This is the second part of a an article on designing a cache system for a service oriented architecture. The first part of the article dealt with the design considerations and potential approaches. This part will look at an implementation of a cache system.
System Overview
Before designing any system, its a good idea to fully understand what needs the system should satisfy. For the specific project I was working on some of the requirements that drove the design decisions were:
- Low latency for returning data
Access to the data, no matter where it was located must be fast. The system would not allow for large amounts of latency in retrieving data. Every item type put in the cache must perform under representative usage patterns.
- Remove load on the database
The environment we were working in was a typical SQL based RDBMS. We had an existing codebase and little ability to leverage some of the newer technologies such as NOSQL – of which many providers support features such as sharding – to help in scaling out the data layer.
- Consuming layers should not need to know about the implementation
We decided that users of the system – in our case, business logic developers – should not know or care that something resides in the cache or not. In fact the developers of this layer shouldn’t even know if we have a cache. We were striving to put in place a set of design patterns that would completely abstract away where data was located.
- Must work in a multi-tenant application layer (i.e.. shared web servers) and web-farm
Initially our approach was to leverage the .NET Runtime cache on the application server, but we quickly abandoned this once the requirement for a web-farms and multi-tenant application servers was added. A local cache on the server meant that a users request that added something to the cache on server ‘A’, and a subsequent request from that user, served by server ‘B’ would generate cache misses.
Two possible solutions remained – move to a distributed off-server cache, or synchronize changes to local caches across the set of servers serving requests. Of these two approaches we chose the lesser complex of the two, which was to move to a distributed cache server.
Cache Selection
With the choice of a web server resident cache out of the running due to the need to support web-farms, for our specific implementation we chose to go with the Windows Server AppFabric distributed cache.
We chose this since it had some nice features we would like to include in the future – such as locking and versioning of cache items. Also, given that it was a Microsoft product – this helped to simplify our setup, deployment and supportability concerns. There are a lot of good alternatives in this space, especially MemCache which is something we had considered and make look at leveraging in the future.

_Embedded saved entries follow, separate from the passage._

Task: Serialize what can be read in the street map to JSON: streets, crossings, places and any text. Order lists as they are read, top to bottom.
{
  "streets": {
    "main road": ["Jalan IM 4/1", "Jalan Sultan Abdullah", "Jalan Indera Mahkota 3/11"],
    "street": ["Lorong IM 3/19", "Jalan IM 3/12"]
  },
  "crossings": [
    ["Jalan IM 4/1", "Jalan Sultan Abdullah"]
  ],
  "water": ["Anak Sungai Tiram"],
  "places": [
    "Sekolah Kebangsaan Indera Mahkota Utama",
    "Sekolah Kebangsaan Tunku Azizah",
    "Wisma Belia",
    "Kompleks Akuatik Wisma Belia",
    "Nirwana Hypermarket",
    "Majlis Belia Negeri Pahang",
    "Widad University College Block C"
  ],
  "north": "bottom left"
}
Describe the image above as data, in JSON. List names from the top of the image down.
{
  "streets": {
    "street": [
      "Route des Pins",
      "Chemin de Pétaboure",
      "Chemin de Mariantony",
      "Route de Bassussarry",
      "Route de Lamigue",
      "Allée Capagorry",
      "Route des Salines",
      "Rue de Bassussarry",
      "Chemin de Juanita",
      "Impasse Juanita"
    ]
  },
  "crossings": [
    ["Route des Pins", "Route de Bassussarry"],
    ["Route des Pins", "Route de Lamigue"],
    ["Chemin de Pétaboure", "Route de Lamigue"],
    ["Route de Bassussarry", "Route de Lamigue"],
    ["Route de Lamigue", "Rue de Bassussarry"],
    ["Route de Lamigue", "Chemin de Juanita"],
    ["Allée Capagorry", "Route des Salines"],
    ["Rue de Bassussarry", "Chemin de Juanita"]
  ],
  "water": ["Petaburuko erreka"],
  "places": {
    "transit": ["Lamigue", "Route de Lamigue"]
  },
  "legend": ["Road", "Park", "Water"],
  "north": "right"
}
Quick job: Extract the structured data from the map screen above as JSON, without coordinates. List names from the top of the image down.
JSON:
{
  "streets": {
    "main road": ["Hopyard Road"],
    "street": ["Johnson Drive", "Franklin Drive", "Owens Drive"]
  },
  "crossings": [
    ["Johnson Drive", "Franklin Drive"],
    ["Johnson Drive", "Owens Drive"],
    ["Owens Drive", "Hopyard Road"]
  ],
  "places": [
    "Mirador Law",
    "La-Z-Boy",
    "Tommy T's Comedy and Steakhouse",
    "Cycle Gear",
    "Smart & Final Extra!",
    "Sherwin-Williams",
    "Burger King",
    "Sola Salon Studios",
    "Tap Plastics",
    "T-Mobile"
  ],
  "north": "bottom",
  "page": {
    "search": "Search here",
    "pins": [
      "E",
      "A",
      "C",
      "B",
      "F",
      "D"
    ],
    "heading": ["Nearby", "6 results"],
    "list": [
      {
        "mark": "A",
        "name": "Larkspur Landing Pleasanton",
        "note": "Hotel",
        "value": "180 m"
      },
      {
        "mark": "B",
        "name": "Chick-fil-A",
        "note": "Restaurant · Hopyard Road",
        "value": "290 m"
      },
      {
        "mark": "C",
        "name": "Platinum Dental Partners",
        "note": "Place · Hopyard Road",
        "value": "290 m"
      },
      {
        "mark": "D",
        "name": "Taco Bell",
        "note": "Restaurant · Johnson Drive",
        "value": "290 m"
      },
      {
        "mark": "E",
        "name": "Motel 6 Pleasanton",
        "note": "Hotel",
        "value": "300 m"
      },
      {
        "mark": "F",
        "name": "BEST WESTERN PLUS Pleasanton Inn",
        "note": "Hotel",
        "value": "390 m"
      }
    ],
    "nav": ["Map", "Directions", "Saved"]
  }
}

Another driver of our decision was the availability of a few features such as notification based expiration for local caches, and that the cache could be configured to use portions of the web servers available memory, so as not to need a dedicated cache server for smaller deployments.
Implementation Details
Factory pattern and Interfaces over the Cache Layer
One of the early choices made in the design of the system, was to be as defensive as possible. For that reason, we chose to implement a factory pattern around the cache creation. We felt that the factory pattern paired with some interface based programming would be able to provide a nice layer of abstraction of the cache details, from our development team.
This will allow us to swap out providers without needing to change all of the touch points in the business logic code, since we aren’t coupled directly to the cache implementation.
Some thought needs to be given to designing the proper cache interface for your system. You probably do not want to directly mirror the operations available on any given cache implementation. Remember the goal is to abstract away from the details, so think about how you will actually be using the cache and what the additional requirements you have around it are. In our case we wanted to store some ‘metadata’ with each cache item (explained below), so we made sure to build that into our abstraction layer interfaces.
Interacting with the cache
Figuring out how the business logic code you write will interact with the caching layer is likely the most important piece of the design. The decisions here will drive much of the overall design of the system and will either allow for some flexibility or conversely limit your ability to perform certain operations.
There are a few techniques you can choose, and I encourage you to explore them before settling on a choice.
We chose the Cache Aside pattern. This is where the code that is about to request data checks for the availability of the data in the cache. If the cache has the data, the data is returned. If the cache does not have the data, the data is loaded from the data store, added to the cache and then returned.
Our system had in place a Domain Model based design, which allowed us to fit the cache aside pattern nicely into the foundational mechanisms of which each domain object was built from. This let us keep the details of looking items up in the cache and the updating of items compartmentalized to a few key classes that most developers never directly interacted with.
For handling staleness of data, we were in luck due to the singular path we had to get out all data, which was though our domain objects. Due to this we were able to tap into the updates of objects and determine in the base implementation whether that object had data (direct or related) in the cache and invalidate/remove it if needed. This was a big win for us allowing to keep the complexity of dealing with the cache contained to a few classes and out of the minds of most of the business logic developers.
Store Cache Metadata
For each item in the cache we setup a custom system of storing a set of metadata along side the cached value. This metadata contains key system information such as related domain objects, creation times, and other keys to aid in cross-item or aggregate lookups in the cache.
Regions per customer
Our system can be multi-tenant, so we needed a way to distinguish the data of one customer from another. This can be accomplished a few ways in AppFabric:
- Part of the cache key
- Separate region per tenant
- Separate cache per tenant
We decided against identifying the tenant in the cache key, as this would not allow us to administer a ‘tenant’ without affecting others. The reason we chose the separate region per tenant over the separate cache per tenant was because of the overhead of needing to maintain each cache, which we viewed as much heavier weight than a region. It is also possible to programmatically administer regions, while it is not possible at the cache level.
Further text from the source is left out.